Entertaining, but not convincing
By MOHAN NADKARNI
The Economic Times, April 3, 1988
It is good to note that Bombay Doordarshan’s half-hour feature based on Hindustani music has come to stay. Telecast on the fourth Wednesday of every month, “Subaddha Sangeet”, as the feature is known, is designed to project young but deserving talent so as to expose them to the widest possible audience of lovers of traditional music.
“Vasantik,” the feature, telecast on March 23, was one such instance. As the title indicates, it was designed to present the ragas evoking the mood of the Spring and also to show how the lyrical content of the khayal compositions had a concordant relationship with the musical mood of the ragas.
The artistes featured were Asha Parasnis and Geeta Jawadekar, both of whom are understandably seeking to make the grade on the concert platform. Asha, who holds a doctorate in music, is a student of Prabha Atre, the noted vocalist and musical scholar. She also conducts a music school at Kalyan, in Thane district. Geeta, who comes from Karnataka, has been trained by many mentors, who include Panchakshari Matti Gatti (disciple of Pandit Mansoor), Padmavati Shaligram and Ratnakar Pai, all senior exponents of the Atrauli-Jaipur gharana of which the late maestro, Alladiya Khan is acknowledged as the pioneer.
In keeping with the familiar format, the feature began with a duet rendition of Bageshri in the drut khayal “Ritu Basant Tum Apni”. This is a time-honoured composition.
Then followed solo renditions, all set to fast tempo, from Geeta and Asha, who sang them by turns.
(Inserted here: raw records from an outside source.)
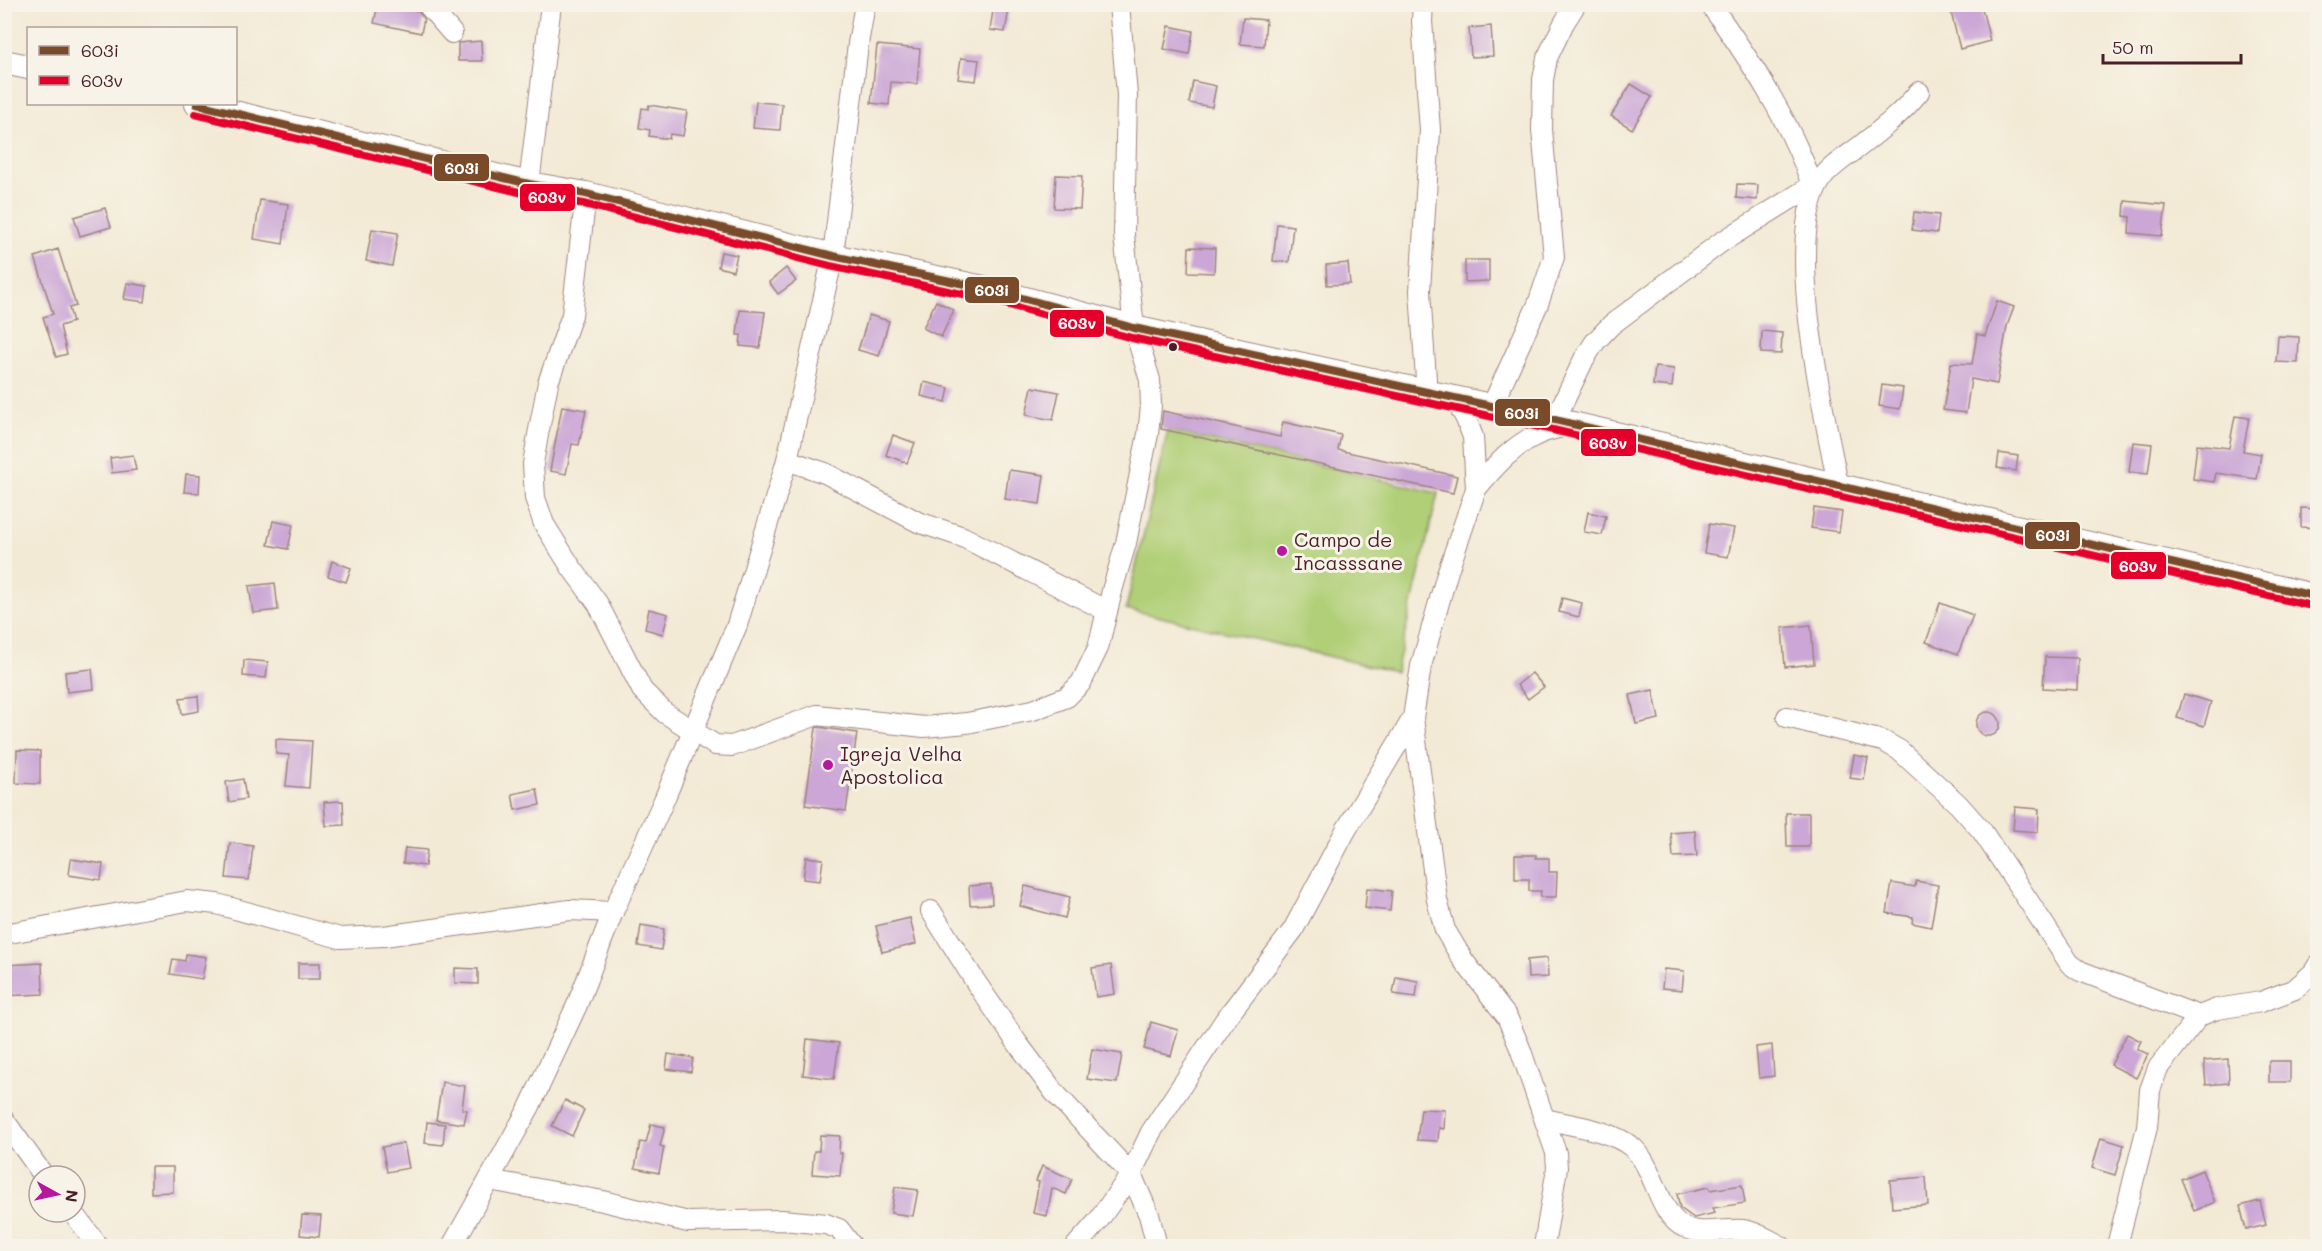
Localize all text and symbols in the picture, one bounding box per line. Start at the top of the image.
legend [27,27,237,105]
scale bar [2103,27,2241,65]
text: 50 m [2112,35,2154,59]
text: 603i [81,38,119,62]
text: 603v [81,68,123,92]
line badge: 603i [433,153,490,182]
text: 603i [445,157,479,178]
line badge: 603v [519,183,576,212]
text: 603v [528,186,566,207]
line badge: 603i [964,276,1020,304]
text: 603i [975,279,1009,300]
line badge: 603v [1049,309,1105,338]
text: 603v [1058,312,1096,333]
unlabelled marker [1167,341,1179,353]
line badge: 603i [1494,398,1551,427]
text: 603i [1505,402,1539,423]
line badge: 603v [1580,428,1637,457]
text: 603v [1589,432,1627,453]
line badge: 603i [2024,521,2081,550]
text: 603i [2036,524,2070,545]
place label: Campo de Incasssane [1294,526,1403,575]
marker: Campo de Incasssane [1275,544,1289,558]
line badge: 603v [2110,551,2167,580]
text: 603v [2119,555,2157,576]
place label: Igreja Velha Apostolica [840,740,962,789]
marker: Igreja Velha Apostolica [821,758,835,772]
north arrow [27,1164,87,1224]
text: N [61,1189,84,1204]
Geeta’s fare comprised Kalavati (“Bolana Lagi Papihara”) and Tilang-Bahar (“Phuli banrai beli”), while Asha chose Basant (“Sakal bana Phule”) and Goud Malhar (“Koyali bolan lagi”). The programme rounded off with a duet in Malkauns (“Koyalia bole ambuva”) The artistes received instrumental support from Kashinath Mishra on the tabla, while Iqbal Hussain and Jayant Phadke wielded the sarangi and the harmonium, respectively.
Viewed as a performance, divested of its alleged thematic character, it provided enjoyable fare. As partners in a common endeavour, Asha and Geeta, although groomed in two different gharanas. —- a fine team spirit. They showed a good awareness of each other’s stylistic angularities and made a commendable effort to supplement and complement them. One did discern a greater degree of maturity and experience in Asha’s singing as a soloist, though.
Geeta, on the other hand, has a stentorian voice with a volatile quality. And she sand her pieces with a degree of vivacity and abandon. But her weakness for faster taan patterns showed her impetuosity which, if not eschewed in time, is apt to deteract from what might otherwise be an effective performance.
Now, coming to the thematic aspects of the programme. The concept of time-theory, which covers the Hindustani ragas in respect of their rendition in accordance with the hours of day and night and also the seasons of the year, is still being observed by most practioners of North Indian music. The year in India is conventionally divided into six natural seasons – Vasant (spring), Grishma (summer), Varsha (rainy season), Sharat (pre-autumn), Hemant (autumn) and Shishir (winter).
To the Indian mind these ritus (seasons) are symbolic of the whole gamut of human feeling and emotion – from anxiety and frustration to hope and fulfillment. Although, theoretically speaking, each ritu is designed to cover two months the transitional phases from one season to another make the raga-time association flexible.
Another important feature, which is also seen to be as flexible, is the concordance of the lyrical content of the compositions and the ragas to which they are set.
Mr Datta Malurkar, the veteran Marathi music columnist and critic, who compared the programme appeared, to have tried to stretch the flexibility of the concept to a point where it was difficult to agree with his view. In the first place, if the programme was really designed to be what its title indicated, he should not have tried to enlarge the duration of the Vasant Ritu to three months. Secondly, he seemed to lay greater emphasis on the compositional aspect rather than the melodic side of the chosen raga. Only the ragas Basant and Tilang Bahar could serve to justify the concordance of the respective melodies and their songs in point of the mood of the season.
Not that Mr Marulkar was unaware of the tricky elements inherent in his presentation. But all he did was to explain away some of these which frankly sounded rather unconvincing.